For a while now the transition away from Manifest V2 (MV2) to MV3 has been on-going and it looks like it is entering its final phase of deprecation, at least, in the case of Google Chrome. A recent discussion thread in the w3c WebExtensions Community Group GitHub repo has highlighted how the latest and upcoming versions of the most popular browser are expected to be its final releases with support for MV2 extensions.
What this essentially means is that the tricks and bypasses that were used to keep MV2 extensions like uBlock Origin and others alive will not work any more on Chrome, or at least not for very long. For example the Windows Registry mod that could extend MV2 availability will cease to function after Chromium version 151.
It's not an ecosystem of one, though one is very dominant.

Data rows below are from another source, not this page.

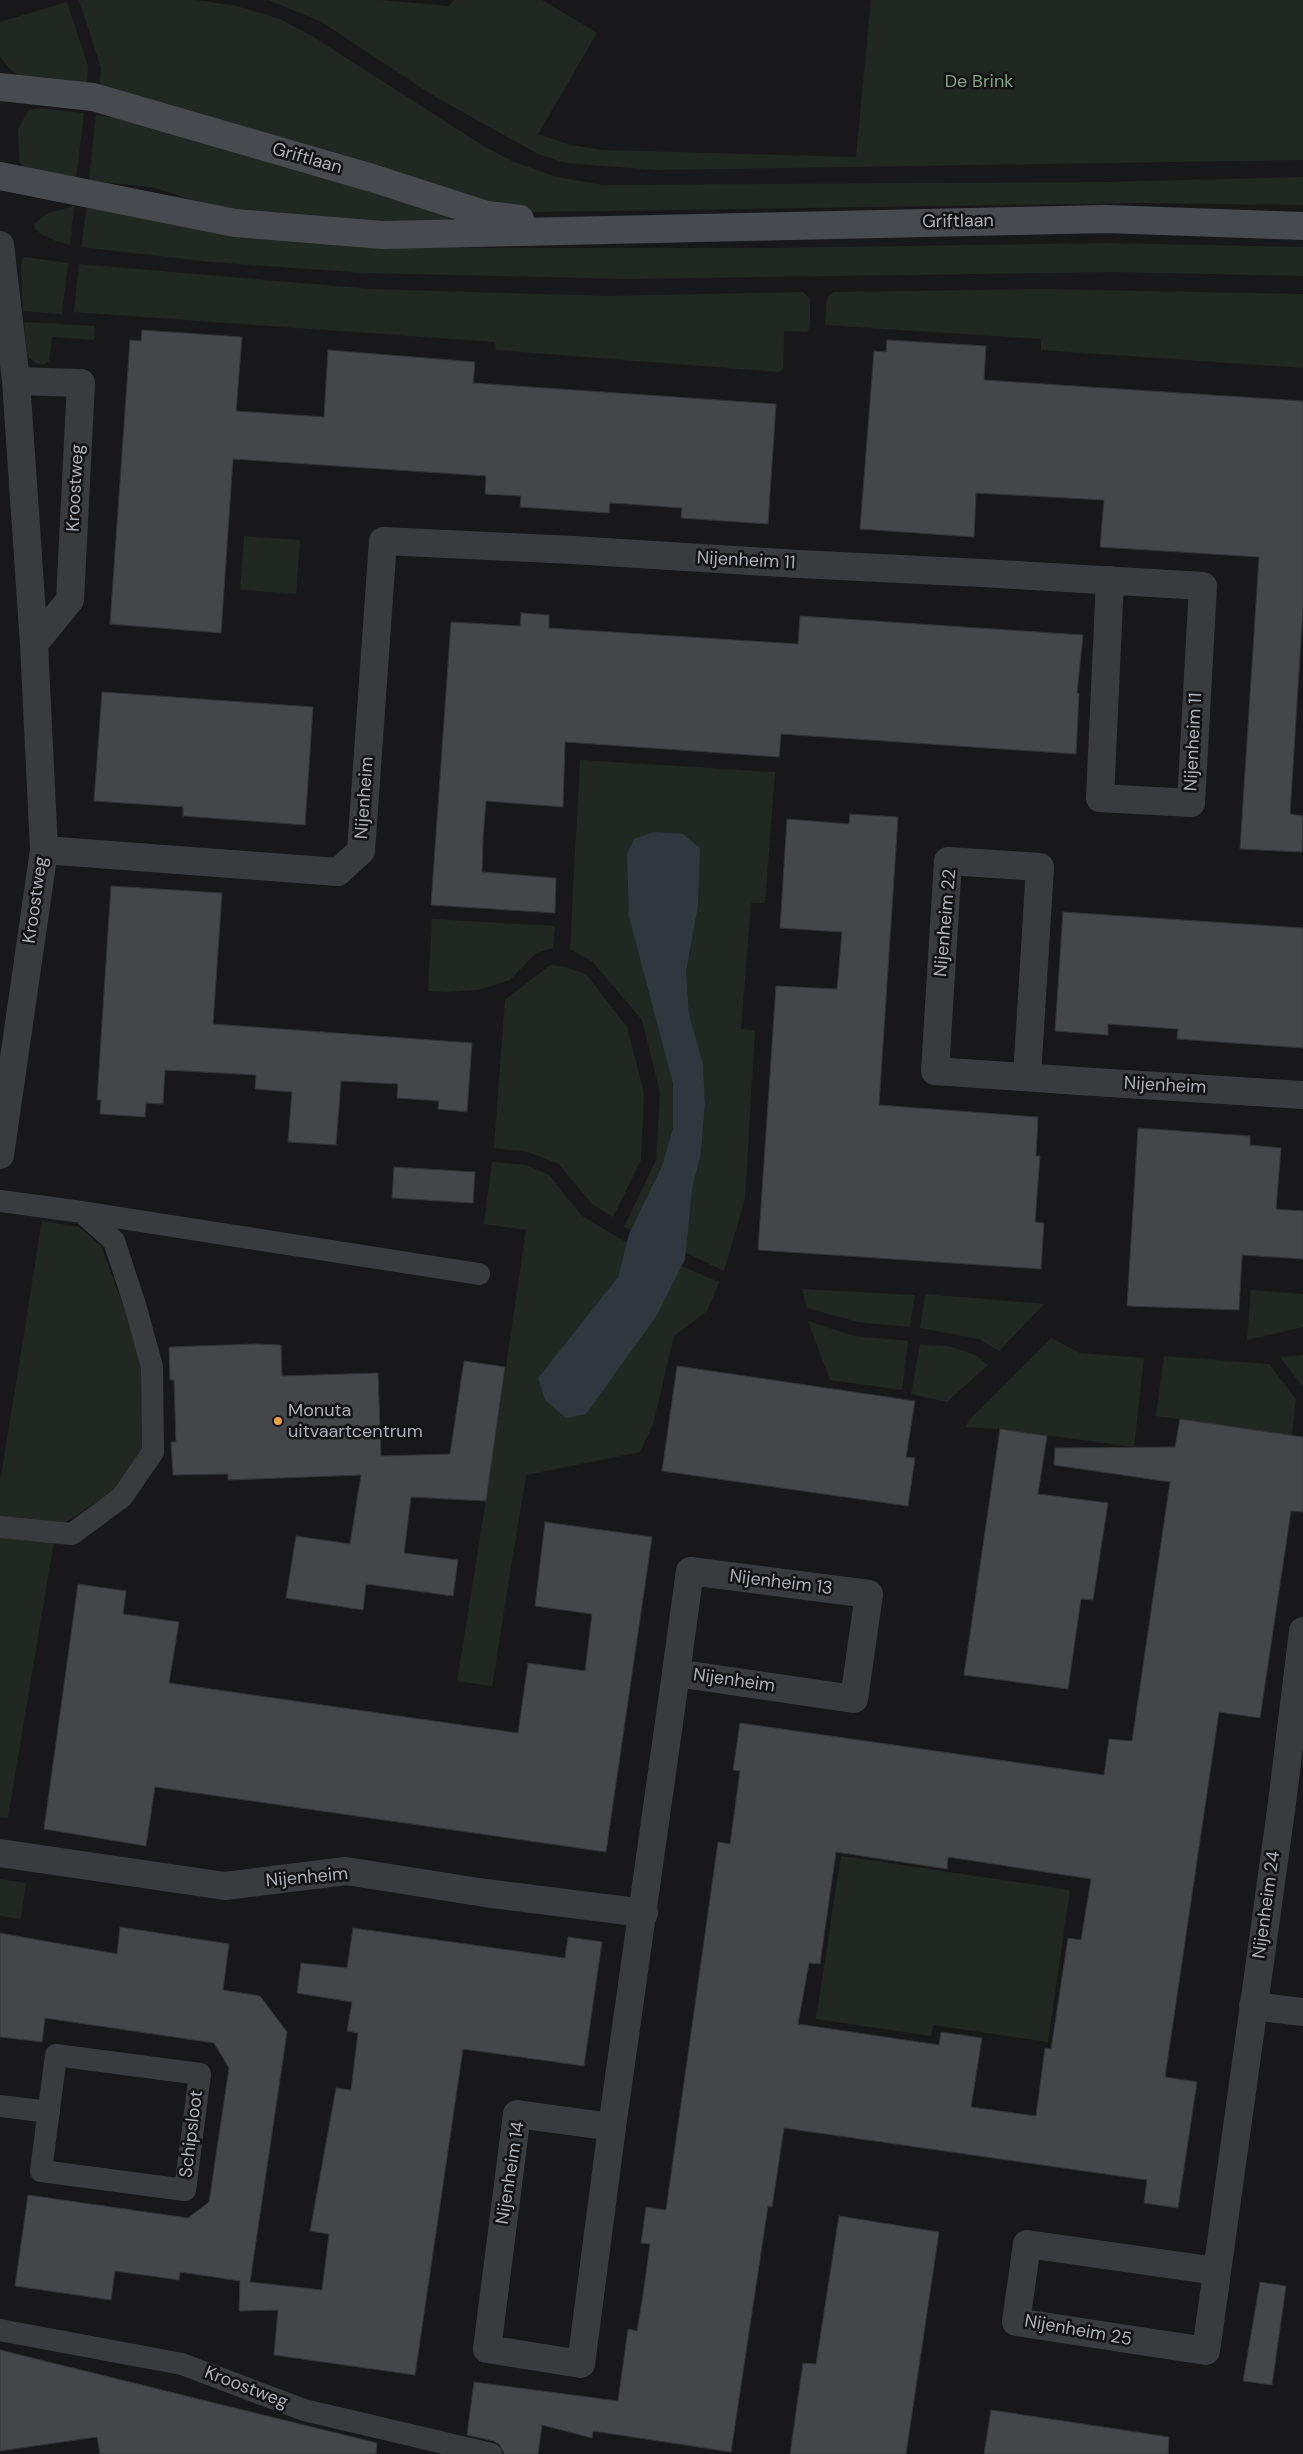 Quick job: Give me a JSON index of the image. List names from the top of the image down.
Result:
{
  "streets": {
    "street": [
      "Griftlaan",
      "Kroostweg",
      "Nijenheim 11",
      "Nijenheim",
      "Nijenheim 22",
      "Nijenheim 13",
      "Nijenheim 24",
      "Nijenheim 14",
      "Nijenheim 25"
    ],
    "lane": ["Schipsloot"]
  },
  "crossings": [
    ["Kroostweg", "Nijenheim"],
    ["Nijenheim 11", "Nijenheim"],
    ["Nijenheim", "Nijenheim 22"],
    ["Nijenheim", "Nijenheim 13"],
    ["Nijenheim", "Nijenheim 14"],
    ["Nijenheim 24", "Nijenheim 25"]
  ],
  "parks": ["De Brink"],
  "places": ["Monuta uitvaartcentrum"]
}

You can compare it to Linux. It's not the only Unix-like kernel, but it's similarly dominant. If you want to create a new distribution, it doesn't make any sense to spend a decade trying to write your own kernel rather than just using the Linux kernel (insert GNU Hurd jokes here).
Is that an unhealthy ecosystem then? I don't think it is.
What makes the chromium situation unhealthy is Google's ownership and control, not that it's the preferred engine for other browsers. I mean, even a company as large as Microsoft gave up trying to create their own engine.
Your example is a poor choice, Linux overall is one example of an OS for users. There are more OS choices then Linux, that is good. Nothing like web browsers where people where actively trying to make everything chromium based. The ecosystem is unhealthy when there is one choice for an entire type of software (so for OS you have Linux, Windows, and Mac as big players) and outside of Firefox and its forks all web browsers are Chromium based. Oh and although there are other fringe options they don't matter much, much like in the OS world Temple OS is not a real choice.
My point was that it would be very very bad if Firefox was not there (or turned into chromium) as an ecosystem of one is a massive risk regardless of who controls it.